About this task |
Taking the line with "return path;" as the first and the line with "function write(font, color, halo, rows, align" as the last, set down exactly every line in that range from the entries below, and no more.

Given data |
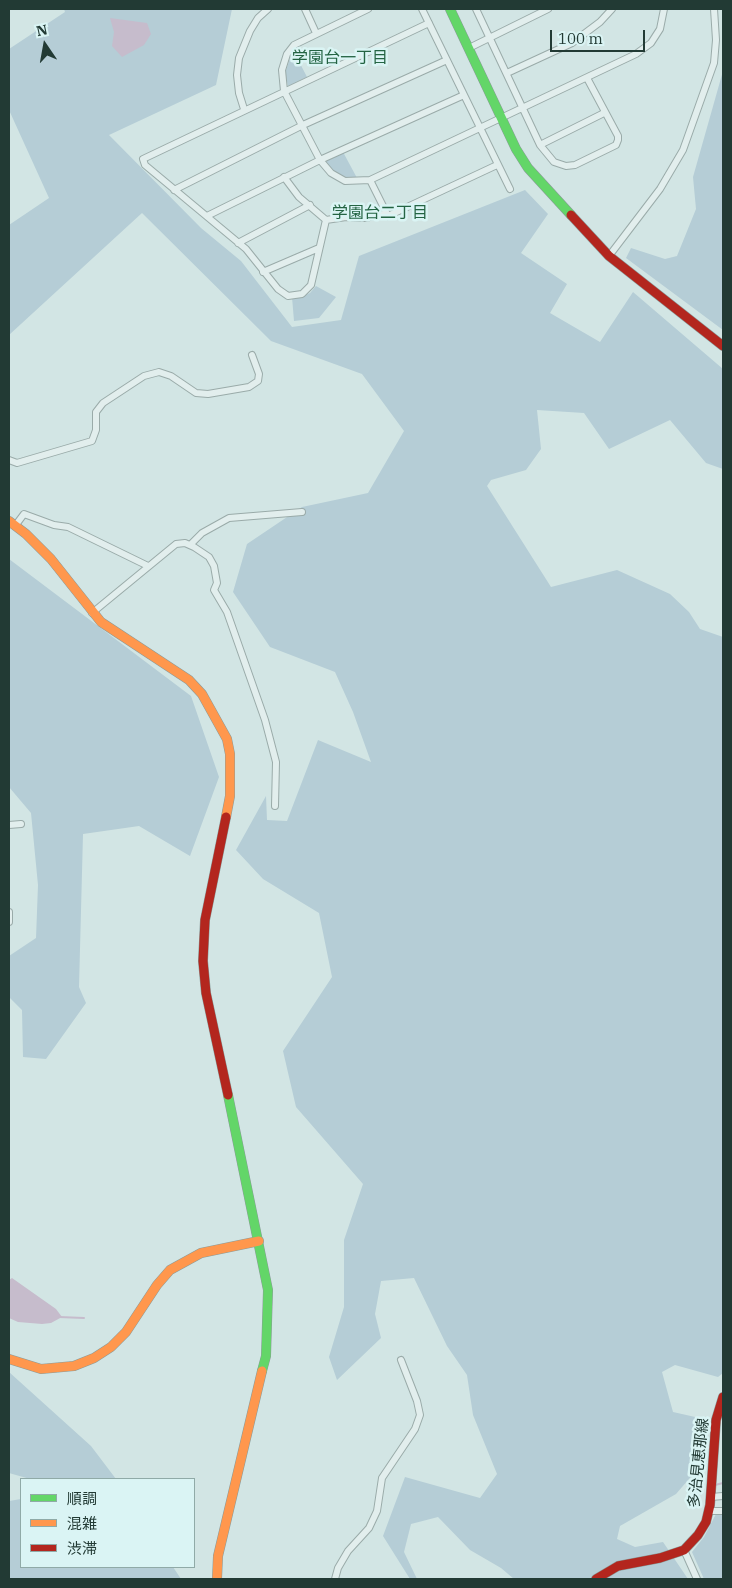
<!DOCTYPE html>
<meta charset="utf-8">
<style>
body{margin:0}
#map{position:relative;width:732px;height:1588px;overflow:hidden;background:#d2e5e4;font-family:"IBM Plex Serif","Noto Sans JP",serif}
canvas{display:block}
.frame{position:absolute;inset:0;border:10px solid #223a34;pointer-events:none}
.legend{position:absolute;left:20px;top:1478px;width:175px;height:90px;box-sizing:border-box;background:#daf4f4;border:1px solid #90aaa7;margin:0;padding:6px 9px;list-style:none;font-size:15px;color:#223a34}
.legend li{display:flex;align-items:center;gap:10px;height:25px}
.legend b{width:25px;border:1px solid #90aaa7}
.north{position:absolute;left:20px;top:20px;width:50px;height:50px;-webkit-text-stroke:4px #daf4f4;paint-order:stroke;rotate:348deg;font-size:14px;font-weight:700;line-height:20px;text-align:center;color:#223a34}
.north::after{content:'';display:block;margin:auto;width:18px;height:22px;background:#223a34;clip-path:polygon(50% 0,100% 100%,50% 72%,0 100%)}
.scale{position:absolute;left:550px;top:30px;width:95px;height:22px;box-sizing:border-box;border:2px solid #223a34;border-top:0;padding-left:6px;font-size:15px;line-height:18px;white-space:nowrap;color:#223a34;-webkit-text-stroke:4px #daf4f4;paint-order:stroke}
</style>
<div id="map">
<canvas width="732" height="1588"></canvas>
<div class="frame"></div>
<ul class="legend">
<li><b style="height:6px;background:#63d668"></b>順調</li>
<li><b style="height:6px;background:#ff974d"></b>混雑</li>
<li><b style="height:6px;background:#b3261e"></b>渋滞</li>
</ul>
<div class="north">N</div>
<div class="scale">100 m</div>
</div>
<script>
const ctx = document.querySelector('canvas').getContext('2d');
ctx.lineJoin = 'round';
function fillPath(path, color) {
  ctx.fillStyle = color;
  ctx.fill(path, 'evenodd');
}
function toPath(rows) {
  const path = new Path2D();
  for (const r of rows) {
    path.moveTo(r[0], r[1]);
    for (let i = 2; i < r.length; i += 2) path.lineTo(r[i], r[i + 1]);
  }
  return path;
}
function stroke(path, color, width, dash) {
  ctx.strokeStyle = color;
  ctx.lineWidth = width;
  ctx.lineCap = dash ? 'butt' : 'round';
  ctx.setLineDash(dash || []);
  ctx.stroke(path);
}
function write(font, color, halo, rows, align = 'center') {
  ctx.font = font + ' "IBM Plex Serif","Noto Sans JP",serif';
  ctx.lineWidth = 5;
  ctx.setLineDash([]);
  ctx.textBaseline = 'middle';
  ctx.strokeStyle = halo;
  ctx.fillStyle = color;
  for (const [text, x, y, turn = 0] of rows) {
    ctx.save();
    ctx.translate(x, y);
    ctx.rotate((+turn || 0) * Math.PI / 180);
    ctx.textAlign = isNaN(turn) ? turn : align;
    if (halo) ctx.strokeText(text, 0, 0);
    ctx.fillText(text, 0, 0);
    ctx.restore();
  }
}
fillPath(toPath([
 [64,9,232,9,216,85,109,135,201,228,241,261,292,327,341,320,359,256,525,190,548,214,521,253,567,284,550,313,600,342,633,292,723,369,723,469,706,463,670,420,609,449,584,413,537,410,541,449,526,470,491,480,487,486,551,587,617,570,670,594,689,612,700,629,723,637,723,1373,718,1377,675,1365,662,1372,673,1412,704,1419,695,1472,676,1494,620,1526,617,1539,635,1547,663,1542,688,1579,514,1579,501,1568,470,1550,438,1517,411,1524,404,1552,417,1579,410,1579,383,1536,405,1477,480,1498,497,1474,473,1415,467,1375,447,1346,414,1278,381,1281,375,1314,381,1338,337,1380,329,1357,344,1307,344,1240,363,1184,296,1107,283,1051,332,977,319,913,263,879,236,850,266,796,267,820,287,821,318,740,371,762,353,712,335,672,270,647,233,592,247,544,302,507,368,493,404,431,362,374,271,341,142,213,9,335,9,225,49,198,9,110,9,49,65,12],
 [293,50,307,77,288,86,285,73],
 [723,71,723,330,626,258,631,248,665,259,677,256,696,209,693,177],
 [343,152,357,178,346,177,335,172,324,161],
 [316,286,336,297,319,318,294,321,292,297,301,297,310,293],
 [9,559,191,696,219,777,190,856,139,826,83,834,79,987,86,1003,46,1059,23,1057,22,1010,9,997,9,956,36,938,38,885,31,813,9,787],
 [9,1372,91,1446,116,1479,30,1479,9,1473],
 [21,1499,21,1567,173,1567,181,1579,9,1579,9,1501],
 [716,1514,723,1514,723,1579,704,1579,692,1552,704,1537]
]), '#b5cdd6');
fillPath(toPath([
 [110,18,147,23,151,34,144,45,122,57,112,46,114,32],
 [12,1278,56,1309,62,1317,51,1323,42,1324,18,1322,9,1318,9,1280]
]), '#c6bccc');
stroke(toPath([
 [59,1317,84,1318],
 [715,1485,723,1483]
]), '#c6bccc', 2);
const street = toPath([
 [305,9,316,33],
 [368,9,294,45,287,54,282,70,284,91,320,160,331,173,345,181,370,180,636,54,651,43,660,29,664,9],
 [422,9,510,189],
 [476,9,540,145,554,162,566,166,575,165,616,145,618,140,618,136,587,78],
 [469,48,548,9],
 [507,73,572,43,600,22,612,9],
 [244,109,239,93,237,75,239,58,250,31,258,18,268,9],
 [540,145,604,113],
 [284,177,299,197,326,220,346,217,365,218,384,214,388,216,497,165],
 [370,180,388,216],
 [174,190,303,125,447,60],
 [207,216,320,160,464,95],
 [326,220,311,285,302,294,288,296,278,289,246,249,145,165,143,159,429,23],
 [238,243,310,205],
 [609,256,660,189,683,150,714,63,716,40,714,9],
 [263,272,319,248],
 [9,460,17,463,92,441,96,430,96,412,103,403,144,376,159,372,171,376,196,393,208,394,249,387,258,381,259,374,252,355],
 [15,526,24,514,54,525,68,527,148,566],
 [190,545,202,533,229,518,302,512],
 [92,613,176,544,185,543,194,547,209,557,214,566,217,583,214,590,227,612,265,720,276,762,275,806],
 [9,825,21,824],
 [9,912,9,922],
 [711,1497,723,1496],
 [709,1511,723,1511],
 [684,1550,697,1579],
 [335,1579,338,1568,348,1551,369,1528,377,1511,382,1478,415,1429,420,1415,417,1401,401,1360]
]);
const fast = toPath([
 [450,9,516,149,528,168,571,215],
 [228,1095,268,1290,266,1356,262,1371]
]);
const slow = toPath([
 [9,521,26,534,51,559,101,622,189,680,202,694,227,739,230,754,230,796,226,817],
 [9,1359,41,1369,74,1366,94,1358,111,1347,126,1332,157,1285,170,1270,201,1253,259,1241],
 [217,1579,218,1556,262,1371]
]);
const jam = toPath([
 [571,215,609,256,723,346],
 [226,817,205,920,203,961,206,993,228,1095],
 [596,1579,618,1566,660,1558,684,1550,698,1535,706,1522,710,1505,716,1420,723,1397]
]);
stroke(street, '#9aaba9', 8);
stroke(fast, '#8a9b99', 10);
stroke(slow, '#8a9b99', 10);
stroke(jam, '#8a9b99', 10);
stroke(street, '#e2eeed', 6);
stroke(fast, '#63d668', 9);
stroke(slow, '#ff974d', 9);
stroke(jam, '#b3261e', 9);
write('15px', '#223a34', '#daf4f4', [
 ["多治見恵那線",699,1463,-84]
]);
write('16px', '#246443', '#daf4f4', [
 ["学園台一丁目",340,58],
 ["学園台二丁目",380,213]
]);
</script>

Solution for this problem |
  return path;
}
function stroke(path, color, width, dash) {
  ctx.strokeStyle = color;
  ctx.lineWidth = width;
  ctx.lineCap = dash ? 'butt' : 'round';
  ctx.setLineDash(dash || []);
  ctx.stroke(path);
}
function write(font, color, halo, rows, align = 'center') {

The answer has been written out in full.